Skip the pictures, please, and write out exactly the lines from the opening of the data through the line containing "2px #5c5244) drop-shadow(0".

■ Entries provided:
--------

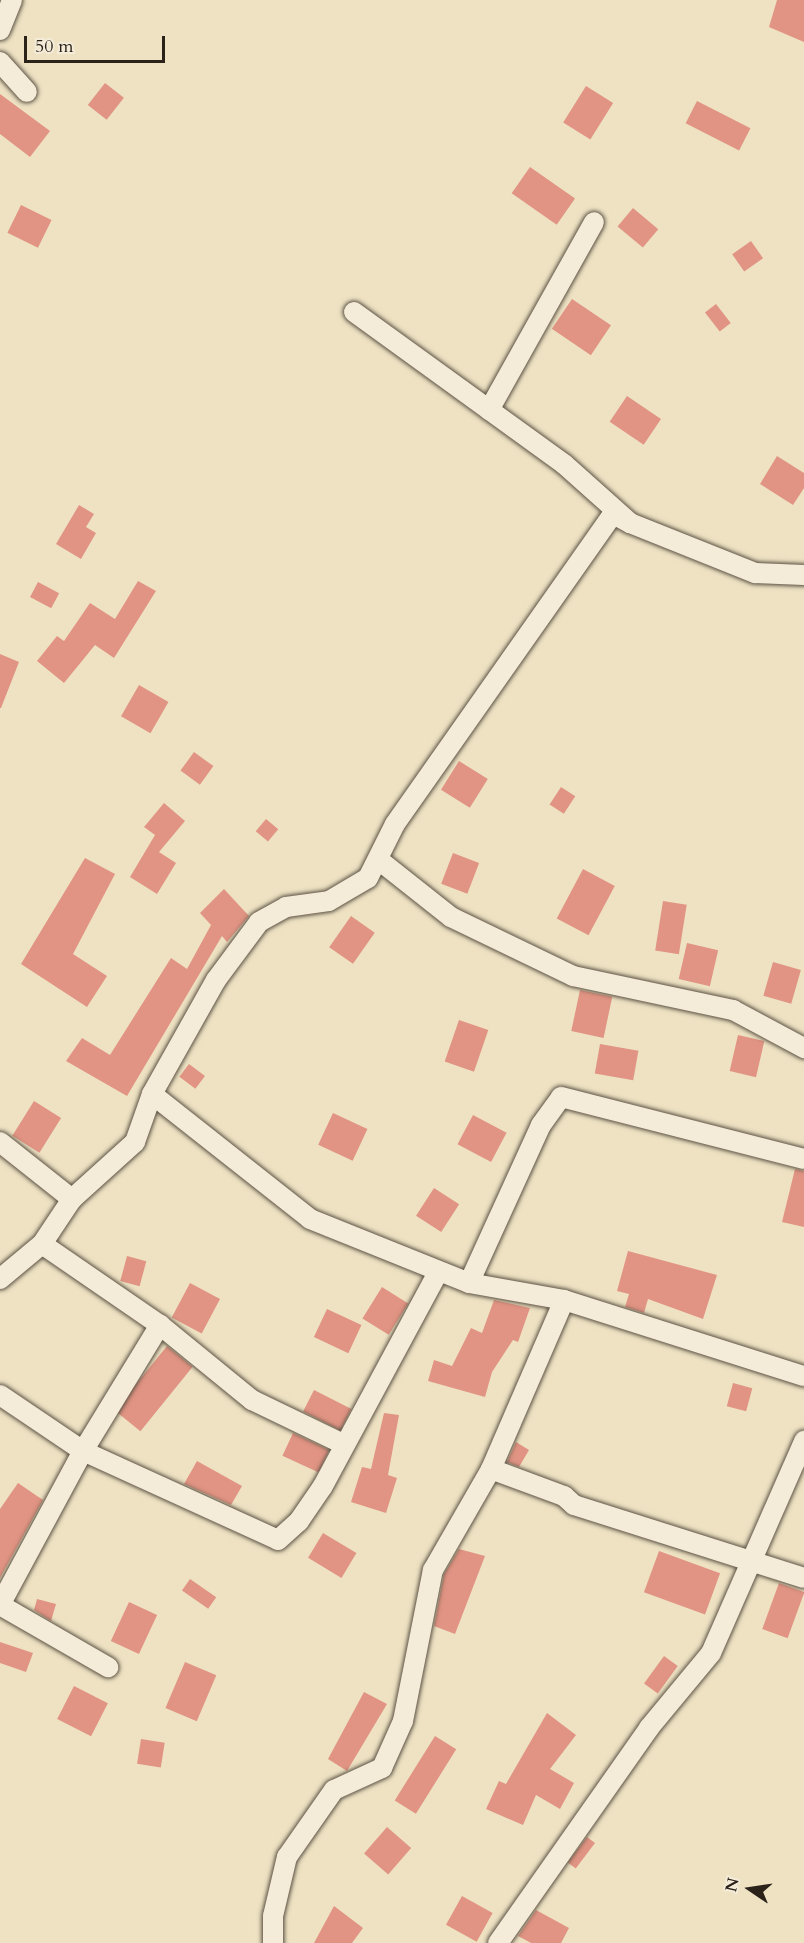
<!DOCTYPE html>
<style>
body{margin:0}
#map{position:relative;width:804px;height:1943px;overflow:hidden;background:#eee2c3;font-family:Cardo,serif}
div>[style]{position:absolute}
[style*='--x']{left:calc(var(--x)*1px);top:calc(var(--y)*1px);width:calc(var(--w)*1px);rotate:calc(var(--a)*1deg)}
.building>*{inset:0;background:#e19483;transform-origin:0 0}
.roads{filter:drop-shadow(0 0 2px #5c5244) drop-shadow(0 0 2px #5c5244)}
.street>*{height:20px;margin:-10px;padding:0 10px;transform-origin:10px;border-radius:10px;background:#f4ecd8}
span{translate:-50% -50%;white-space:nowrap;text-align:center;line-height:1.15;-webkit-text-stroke:4.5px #f4ecd8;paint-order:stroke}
.north{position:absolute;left:720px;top:1859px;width:60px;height:60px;-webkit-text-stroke:4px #f4ecd8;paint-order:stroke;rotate:283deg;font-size:16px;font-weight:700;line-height:24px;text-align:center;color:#2b221a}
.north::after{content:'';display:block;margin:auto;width:21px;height:27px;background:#2b221a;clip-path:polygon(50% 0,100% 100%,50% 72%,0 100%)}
.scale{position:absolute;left:24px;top:36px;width:141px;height:27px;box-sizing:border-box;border:3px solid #2b221a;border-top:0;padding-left:8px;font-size:18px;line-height:21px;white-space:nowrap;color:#2b221a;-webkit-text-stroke:4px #f4ecd8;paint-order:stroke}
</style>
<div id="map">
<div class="building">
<i style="clip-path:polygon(777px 0,804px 0,804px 42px,769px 27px)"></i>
<i style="left:105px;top:83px;width:24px;height:28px;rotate:38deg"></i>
<i style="left:586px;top:86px;width:32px;height:43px;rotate:32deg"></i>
<i style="clip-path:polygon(0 94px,50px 131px,30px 157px,0 134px)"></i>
<i style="left:697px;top:101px;width:60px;height:25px;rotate:27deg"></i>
<i style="left:530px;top:167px;width:55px;height:32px;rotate:35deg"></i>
<i style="left:21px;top:205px;width:34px;height:31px;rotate:26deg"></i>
<i style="left:633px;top:208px;width:33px;height:24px;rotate:40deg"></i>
<i style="left:751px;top:241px;width:21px;height:23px;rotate:55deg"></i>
<i style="left:572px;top:299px;width:47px;height:36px;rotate:34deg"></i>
<i style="left:716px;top:304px;width:24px;height:14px;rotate:52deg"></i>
<i style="left:627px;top:396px;width:41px;height:31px;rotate:34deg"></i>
<i style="clip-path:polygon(777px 456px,804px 473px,804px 488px,793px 505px,760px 484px)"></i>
<i style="clip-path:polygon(79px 505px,94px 514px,86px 527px,96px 533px,81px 559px,56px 544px)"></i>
<i style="clip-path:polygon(138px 581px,156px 591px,114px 658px,95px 645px,64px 683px,37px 661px,57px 636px,64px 641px,90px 603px,115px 619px)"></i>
<i style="left:38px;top:582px;width:24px;height:17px;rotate:28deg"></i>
<i style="clip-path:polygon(0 654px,19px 662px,1px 708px,0 708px)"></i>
<i style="left:139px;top:685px;width:34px;height:36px;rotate:30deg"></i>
<i style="left:194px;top:752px;width:24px;height:23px;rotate:36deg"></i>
<i style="left:459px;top:761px;width:34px;height:34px;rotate:32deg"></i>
<i style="left:561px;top:787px;width:17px;height:21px;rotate:33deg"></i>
<i style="clip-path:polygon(164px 803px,185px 821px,159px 852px,176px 863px,157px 894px,130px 877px,155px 835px,144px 827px)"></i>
<i style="left:266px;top:819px;width:16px;height:16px;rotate:40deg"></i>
<i style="left:453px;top:853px;width:28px;height:33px;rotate:21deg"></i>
<i style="clip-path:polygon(85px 858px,115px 874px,73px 954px,107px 976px,87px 1007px,21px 964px)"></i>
<i style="left:583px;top:869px;width:36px;height:56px;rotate:28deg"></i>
<i style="clip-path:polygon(224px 889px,249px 916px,227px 942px,222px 936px,127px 1096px,66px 1061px,82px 1038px,110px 1055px,171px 958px,187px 969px,211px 925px,200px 913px)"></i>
<i style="left:663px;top:901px;width:24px;height:50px;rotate:9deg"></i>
<i style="left:351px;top:916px;width:29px;height:38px;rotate:35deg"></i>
<i style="left:687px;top:943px;width:32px;height:37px;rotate:13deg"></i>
<i style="left:773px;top:962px;width:29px;height:35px;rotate:16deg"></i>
<i style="left:580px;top:990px;width:33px;height:42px;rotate:12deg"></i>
<i style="left:459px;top:1020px;width:31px;height:44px;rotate:19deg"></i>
<i style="left:738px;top:1035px;width:27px;height:37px;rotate:13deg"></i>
<i style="left:600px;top:1044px;width:39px;height:30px;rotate:10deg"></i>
<i style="left:189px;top:1064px;width:20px;height:16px;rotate:37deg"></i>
<i style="left:34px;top:1101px;width:32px;height:41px;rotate:32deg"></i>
<i style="left:333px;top:1113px;width:38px;height:35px;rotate:25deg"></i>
<i style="left:473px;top:1115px;width:38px;height:33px;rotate:28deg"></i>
<i style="clip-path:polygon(795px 1169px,804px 1171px,804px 1227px,782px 1222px)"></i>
<i style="left:434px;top:1188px;width:30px;height:33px;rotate:33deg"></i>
<i style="clip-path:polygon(628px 1251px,717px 1275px,703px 1319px,648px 1299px,644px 1313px,625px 1307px,629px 1294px,617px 1291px)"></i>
<i style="left:127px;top:1256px;width:20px;height:26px;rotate:15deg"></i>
<i style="left:190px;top:1283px;width:34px;height:39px;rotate:28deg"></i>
<i style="left:382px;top:1287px;width:31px;height:37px;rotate:32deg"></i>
<i style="clip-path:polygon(494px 1300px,530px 1308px,518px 1342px,513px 1340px,492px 1372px,485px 1397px,428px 1381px,434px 1360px,452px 1366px,471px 1328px,482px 1333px)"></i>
<i style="left:327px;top:1309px;width:38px;height:31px;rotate:25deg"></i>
<i style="left:167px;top:1346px;width:33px;height:83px;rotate:39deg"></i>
<i style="left:733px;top:1383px;width:20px;height:24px;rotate:15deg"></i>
<i style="left:314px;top:1390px;width:42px;height:24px;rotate:27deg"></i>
<i style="clip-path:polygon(384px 1413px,399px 1415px,388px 1475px,397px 1478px,386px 1513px,351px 1502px,362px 1467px,371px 1469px)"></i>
<i style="left:293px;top:1433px;width:40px;height:25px;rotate:25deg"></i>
<i style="clip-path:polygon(516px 1442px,529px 1450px,519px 1467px,507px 1462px)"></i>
<i style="clip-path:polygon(197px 1461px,242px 1486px,231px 1505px,184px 1484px)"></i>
<i style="clip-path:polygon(18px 1483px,43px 1500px,0 1578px,0 1509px)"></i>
<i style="left:323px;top:1533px;width:39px;height:29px;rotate:31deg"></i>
<i style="clip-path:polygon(459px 1549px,485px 1556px,455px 1634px,434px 1626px,444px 1574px)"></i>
<i style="left:659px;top:1551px;width:65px;height:44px;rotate:20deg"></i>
<i style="left:190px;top:1579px;width:32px;height:14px;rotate:35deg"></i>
<i style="left:779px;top:1583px;width:27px;height:49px;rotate:20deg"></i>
<i style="clip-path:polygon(37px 1599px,56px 1604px,51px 1621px,34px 1610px)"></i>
<i style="left:129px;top:1602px;width:31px;height:43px;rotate:25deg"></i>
<i style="clip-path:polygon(0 1642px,33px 1653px,26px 1672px,0 1663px)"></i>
<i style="left:664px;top:1656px;width:17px;height:34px;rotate:36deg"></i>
<i style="left:185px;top:1662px;width:34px;height:50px;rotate:23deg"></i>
<i style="left:74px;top:1686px;width:38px;height:37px;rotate:27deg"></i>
<i style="clip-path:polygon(364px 1692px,387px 1704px,347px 1771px,328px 1759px)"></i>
<i style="clip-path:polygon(547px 1713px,576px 1735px,550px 1769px,574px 1783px,560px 1809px,536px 1795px,523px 1825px,486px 1809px,499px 1781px,506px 1784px)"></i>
<i style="left:435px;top:1736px;width:25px;height:76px;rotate:32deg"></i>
<i style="left:141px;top:1739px;width:24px;height:25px;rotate:9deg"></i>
<i style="left:387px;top:1827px;width:32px;height:35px;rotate:41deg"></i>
<i style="left:587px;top:1837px;width:10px;height:32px;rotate:37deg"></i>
<i style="left:462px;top:1896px;width:35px;height:33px;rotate:29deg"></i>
<i style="clip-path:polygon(334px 1906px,363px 1928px,352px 1943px,314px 1943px)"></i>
<i style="clip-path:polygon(536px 1910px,569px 1928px,561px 1943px,531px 1943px,518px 1936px)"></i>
</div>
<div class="roads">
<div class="street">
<i style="--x:0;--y:30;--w:32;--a:-68"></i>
<i style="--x:0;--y:62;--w:40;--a:48"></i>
<i style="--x:354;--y:312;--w:259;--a:35.9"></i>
<i style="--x:564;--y:464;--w:89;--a:41.8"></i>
<i style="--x:630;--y:523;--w:135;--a:21.8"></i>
<i style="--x:755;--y:573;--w:49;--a:2.3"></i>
<i style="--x:489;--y:410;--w:215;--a:-60.8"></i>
<i style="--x:379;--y:860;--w:92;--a:38.4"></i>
<i style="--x:451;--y:917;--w:136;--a:25.8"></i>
<i style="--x:573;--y:976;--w:164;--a:12"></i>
<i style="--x:733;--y:1010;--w:81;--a:28.2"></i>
<i style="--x:152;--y:1094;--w:201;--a:38.3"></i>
<i style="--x:310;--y:1219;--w:171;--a:21.9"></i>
<i style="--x:469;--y:1283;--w:174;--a:-65.5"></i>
<i style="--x:541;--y:1125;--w:34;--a:-54"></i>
<i style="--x:561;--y:1097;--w:251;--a:14.3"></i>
<i style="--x:0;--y:1142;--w:92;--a:38.4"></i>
<i style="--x:42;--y:1244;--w:143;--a:34.5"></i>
<i style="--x:160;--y:1325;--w:119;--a:39.2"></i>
<i style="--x:252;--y:1400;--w:99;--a:25.8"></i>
<i style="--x:0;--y:1279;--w:55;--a:-39.8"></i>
<i style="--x:42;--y:1244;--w:54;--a:-56.3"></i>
<i style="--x:72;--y:1199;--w:85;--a:-42.1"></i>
<i style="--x:135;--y:1142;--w:51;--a:-70.5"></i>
<i style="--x:152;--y:1094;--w:131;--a:-60.7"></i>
<i style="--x:216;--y:980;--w:72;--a:-53.4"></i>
<i style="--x:259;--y:922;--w:31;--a:-29"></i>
<i style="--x:286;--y:907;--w:43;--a:-7.9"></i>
<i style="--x:329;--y:901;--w:45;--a:-30.5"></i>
<i style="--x:368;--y:878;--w:60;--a:-63.4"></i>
<i style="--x:395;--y:824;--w:379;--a:-54.9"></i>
<i style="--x:613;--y:514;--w:19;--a:28"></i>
<i style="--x:469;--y:1283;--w:97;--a:10.1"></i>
<i style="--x:564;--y:1300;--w:252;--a:17.6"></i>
<i style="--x:0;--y:1395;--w:100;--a:34"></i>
<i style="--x:83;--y:1451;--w:214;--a:24.5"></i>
<i style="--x:278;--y:1540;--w:28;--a:-42"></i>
<i style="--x:299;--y:1521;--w:42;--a:-55.6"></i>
<i style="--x:323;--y:1486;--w:241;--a:-61.7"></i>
<i style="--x:491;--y:1469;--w:78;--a:20.3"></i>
<i style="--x:564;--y:1496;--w:13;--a:42"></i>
<i style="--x:574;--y:1505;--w:241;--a:17.6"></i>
<i style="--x:0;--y:1605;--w:175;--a:-61.7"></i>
<i style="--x:83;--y:1451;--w:148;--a:-58.6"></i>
<i style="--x:0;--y:1605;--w:125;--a:29.9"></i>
<i style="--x:273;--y:1943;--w:27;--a:-90"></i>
<i style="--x:273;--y:1916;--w:61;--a:-76.7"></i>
<i style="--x:287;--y:1857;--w:82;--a:-55"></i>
<i style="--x:334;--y:1790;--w:53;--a:-24.6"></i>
<i style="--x:382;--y:1768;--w:51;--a:-65.9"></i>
<i style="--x:403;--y:1721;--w:154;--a:-78.8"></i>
<i style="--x:433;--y:1570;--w:116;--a:-60.1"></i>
<i style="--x:491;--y:1469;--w:184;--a:-66.6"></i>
<i style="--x:498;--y:1943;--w:263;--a:-54.9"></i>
<i style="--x:649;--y:1728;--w:97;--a:-50.4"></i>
<i style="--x:711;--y:1653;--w:232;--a:-66.3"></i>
</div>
</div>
<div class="north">N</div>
<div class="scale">50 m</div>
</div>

--------

■ Exercise result:
<!DOCTYPE html>
<style>
body{margin:0}
#map{position:relative;width:804px;height:1943px;overflow:hidden;background:#eee2c3;font-family:Cardo,serif}
div>[style]{position:absolute}
[style*='--x']{left:calc(var(--x)*1px);top:calc(var(--y)*1px);width:calc(var(--w)*1px);rotate:calc(var(--a)*1deg)}
.building>*{inset:0;background:#e19483;transform-origin:0 0}
.roads{filter:drop-shadow(0 0 2px #5c5244) drop-shadow(0 0 2px #5c5244)}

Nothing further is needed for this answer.